By Dudley Ross Spears
In 1947 brother Otis Gatewood was drumming up support for the work of “evangelizing” Germany. World War II left Germany a beaten nation and the ravages of that war brought a once proud and prosperous people l o their knees. The Marshall plan to refurbish Europe was in effect and Gatewood and his team set out to refurbish Germany in a “Church of Christ” style.
Gatewood made a speech at the 1947 lectureship at David Lipscomb College and in it said, “We at least can say that we must work for fifteen or twenty years, in order to have what we would like to have in that country” (1947 Lipscomb Lectures, p. 83). The “fifteen or twenty years” have more than passed and what Gatewood and his team wanted then is not what they have now. The passing of time has seen many changes in the German society. No longer is Germany a war-ravaged nation that eagerly seeks hand-outs, second-hand clothing, surplus food and charity packages. But when Gatewood and his team went to Europe, that is what they went with. They sought to convert people to Christ by first feeding and clothing them, hoping to reach their souls through physical means.
Gatewood also said in that 1947 lecture that unless the people are fed and clothed, they are not disposed to hear the gospel of Christ. Here is the exact statement. “We will be confronted with the problem of feeding the people, and unless we do so we cannot reach them with the gospel of Christ, but that is a gigantic task” (Ibid., p. 32). With the purpose behind the relief work being the saving of souls, the Gatewood expedition launched a gigantic program of feeding, clothing and entertaining the German people they could reach. One report says that three million dollars worth of relief was distributed. Much of this came from individual Christians, but the greatest segment was from churches in America.
Senkenberganlage 17 is the address of what was once a meeting house for one of the congregations in Frankfurt, Germany. Gatewood found a piece of property which was part of the University of Frankfurt and with the help of the mayor of Frankfurt was able to purchase it. Gatewood later wrote, “We even gave the mayor of Frankfurt butter for his bread when he could not get it. These citizens have not forgotten what we did to help them, and Oberburgermeister Kolb, the mayor of Frankfurt, has expressed his appreciation in numbers of ways that have been a great help to the church. The present location of our building in Frankfurt, Senkenberg Anlage 17, was made possible on one of the best streets in Frankfurt because of relief work we did” (Preaching in the Footsteps of Hitler, Gatewood, p. 74).
One cannot argue with the immediate success of the Gatewood plan. There were over eight local churches in the Frankfurt area by 1950, just three years following Gatewood’s speech at Lipscomb. In the book cited above there is also a report of the membership of the church in the Frankfurt area. By January 14, 1951 there had been 945 baptisms in Frankfurt alone and that the membership of the Niederrad congregation was 90 members by March 7, 1951. 2500 were being taught weekly in Frankfurt. At this point, Gatewood and others came to the decision to build a building for the church in Frankfurt. They located a choice location near the University of Frankfurt and bought it. Gatewood returned to the United States and raised $200,000 to build the building. Gatewood wanted a large auditorium and got it.

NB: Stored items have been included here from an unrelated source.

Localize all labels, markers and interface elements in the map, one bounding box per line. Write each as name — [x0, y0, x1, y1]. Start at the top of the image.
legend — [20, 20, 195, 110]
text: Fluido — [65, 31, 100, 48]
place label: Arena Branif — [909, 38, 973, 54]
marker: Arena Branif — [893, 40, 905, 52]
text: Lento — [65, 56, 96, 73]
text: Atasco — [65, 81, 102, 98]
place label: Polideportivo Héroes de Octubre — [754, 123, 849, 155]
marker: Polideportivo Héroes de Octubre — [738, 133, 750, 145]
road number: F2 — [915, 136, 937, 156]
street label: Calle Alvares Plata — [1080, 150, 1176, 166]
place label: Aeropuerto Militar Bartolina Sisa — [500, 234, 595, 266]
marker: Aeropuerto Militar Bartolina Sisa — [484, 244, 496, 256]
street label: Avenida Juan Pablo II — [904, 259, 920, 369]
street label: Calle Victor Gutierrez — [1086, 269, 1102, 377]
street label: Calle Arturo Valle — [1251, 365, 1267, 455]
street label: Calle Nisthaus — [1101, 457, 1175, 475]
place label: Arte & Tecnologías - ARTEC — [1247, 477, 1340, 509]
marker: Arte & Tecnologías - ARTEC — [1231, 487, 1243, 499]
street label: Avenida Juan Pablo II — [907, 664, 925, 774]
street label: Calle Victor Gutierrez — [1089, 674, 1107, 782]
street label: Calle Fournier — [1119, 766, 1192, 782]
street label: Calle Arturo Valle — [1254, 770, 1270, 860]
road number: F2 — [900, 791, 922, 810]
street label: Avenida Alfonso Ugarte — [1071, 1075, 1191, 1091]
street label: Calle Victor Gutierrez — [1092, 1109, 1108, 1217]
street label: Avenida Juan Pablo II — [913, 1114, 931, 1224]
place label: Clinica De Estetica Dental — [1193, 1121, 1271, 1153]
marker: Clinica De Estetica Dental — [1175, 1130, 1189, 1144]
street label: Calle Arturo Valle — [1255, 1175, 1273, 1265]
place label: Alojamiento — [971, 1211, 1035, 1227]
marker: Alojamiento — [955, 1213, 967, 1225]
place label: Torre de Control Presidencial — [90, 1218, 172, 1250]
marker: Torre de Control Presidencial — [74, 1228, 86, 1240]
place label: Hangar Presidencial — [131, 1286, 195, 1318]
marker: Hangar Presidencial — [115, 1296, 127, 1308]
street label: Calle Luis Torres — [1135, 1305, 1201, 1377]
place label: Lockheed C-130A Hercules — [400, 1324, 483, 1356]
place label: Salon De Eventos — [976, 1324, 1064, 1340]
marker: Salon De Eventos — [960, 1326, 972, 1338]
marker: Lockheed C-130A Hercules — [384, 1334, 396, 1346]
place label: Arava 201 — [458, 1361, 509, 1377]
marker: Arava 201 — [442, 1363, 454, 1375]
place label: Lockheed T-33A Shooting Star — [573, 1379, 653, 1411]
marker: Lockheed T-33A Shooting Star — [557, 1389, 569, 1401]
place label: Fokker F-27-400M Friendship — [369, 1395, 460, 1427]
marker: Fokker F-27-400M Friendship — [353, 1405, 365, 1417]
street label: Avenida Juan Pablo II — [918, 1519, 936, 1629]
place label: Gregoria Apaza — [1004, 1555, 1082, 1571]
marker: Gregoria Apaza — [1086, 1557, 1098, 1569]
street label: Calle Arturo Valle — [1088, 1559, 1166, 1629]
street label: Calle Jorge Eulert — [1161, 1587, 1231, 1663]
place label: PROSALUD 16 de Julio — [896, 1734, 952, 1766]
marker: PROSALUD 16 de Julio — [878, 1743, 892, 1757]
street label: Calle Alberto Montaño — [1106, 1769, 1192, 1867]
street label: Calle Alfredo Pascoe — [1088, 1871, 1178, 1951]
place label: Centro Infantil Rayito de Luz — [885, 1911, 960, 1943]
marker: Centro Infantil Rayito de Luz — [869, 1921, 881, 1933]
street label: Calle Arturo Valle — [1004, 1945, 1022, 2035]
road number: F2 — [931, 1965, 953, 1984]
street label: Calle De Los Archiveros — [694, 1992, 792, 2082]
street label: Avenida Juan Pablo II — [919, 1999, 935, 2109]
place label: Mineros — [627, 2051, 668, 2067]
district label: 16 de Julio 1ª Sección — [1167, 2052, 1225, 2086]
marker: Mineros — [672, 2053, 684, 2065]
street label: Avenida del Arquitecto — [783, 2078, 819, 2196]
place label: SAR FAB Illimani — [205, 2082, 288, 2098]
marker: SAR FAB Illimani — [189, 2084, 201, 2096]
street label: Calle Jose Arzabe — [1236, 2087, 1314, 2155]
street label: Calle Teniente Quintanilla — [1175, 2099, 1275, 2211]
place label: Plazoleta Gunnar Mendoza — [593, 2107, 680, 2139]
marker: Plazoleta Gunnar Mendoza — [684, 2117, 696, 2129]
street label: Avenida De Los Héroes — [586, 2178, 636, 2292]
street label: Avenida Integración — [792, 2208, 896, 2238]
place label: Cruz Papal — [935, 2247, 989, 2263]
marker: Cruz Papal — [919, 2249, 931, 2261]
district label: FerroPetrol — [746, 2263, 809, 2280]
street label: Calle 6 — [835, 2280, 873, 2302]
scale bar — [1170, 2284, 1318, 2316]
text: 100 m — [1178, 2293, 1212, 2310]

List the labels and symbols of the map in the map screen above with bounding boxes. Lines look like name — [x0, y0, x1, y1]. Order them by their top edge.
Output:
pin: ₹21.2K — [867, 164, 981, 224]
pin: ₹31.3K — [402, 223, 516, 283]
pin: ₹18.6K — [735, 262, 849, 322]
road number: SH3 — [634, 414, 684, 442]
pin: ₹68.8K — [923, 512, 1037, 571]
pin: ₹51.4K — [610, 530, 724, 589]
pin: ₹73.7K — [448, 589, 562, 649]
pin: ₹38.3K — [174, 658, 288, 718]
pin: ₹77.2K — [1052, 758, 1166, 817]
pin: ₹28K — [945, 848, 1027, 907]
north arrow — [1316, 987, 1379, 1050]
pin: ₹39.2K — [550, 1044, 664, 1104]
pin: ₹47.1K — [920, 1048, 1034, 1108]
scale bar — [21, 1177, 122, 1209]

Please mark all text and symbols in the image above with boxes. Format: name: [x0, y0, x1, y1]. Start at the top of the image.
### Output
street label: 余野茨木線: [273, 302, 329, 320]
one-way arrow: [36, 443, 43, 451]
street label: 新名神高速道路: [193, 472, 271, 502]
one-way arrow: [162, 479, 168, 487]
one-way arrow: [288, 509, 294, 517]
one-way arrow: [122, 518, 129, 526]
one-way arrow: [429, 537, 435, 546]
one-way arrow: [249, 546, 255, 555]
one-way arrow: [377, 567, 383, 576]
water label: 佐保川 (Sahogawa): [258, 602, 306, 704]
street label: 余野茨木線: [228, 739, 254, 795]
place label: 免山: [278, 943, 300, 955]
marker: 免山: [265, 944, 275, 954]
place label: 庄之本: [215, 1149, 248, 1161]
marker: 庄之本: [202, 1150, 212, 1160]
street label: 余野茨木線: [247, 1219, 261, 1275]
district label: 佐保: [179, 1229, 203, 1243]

If you travel to Germany today and look for a meeting house at Senkenberganlage 17, you will look in vain. It is no longer there. In fact, the University bought it from the brethren. There was a plan to provide another building across the street. Having just recently returned from Germany myself, I can give you a first-hand report. The building that cost so much money and that was so important to the German work has been torn down and a huge high-rise office building is standing where it was. At one time there were congregations in Bornheim, Niederrad, Sachsenhausen and other locations in the greater Frankfurt area. Now, there is one small handfull of Germans meeting in the Frankfurt area.
One has to be somewhat. curious about the scripturalness and expediency of the Gatewood method of evangelism. It is the procedure that many churches of Christ seem intent on taking. Currently (May 1983) the liberal brethren are undertaking a similar effort in Ghana. They say, we will attempt to follow the pattern of the New Testament and that of the Poland Food Relief work in an effort to feed our brethren and others in Ghana. With God’s blessings we will use this terrible tragedy to also feed the souls of that most receptive people” (World Radio News, March-April 1983). There is nothing in the word of God that teaches churches to try and reach the lost through relief programs. In the pattern for the church, there is nothing that authorizes a general program of benevolence among those who are not Christians. Yet, the empty words of the liberal brethren continues, “. . . we will use this tragedy to also feed the souls of that most receptive people.” A Methodist preacher once told my father, that when you convert people to hamburgers and cokes, you have to keep them converted with hamburgers and cokes.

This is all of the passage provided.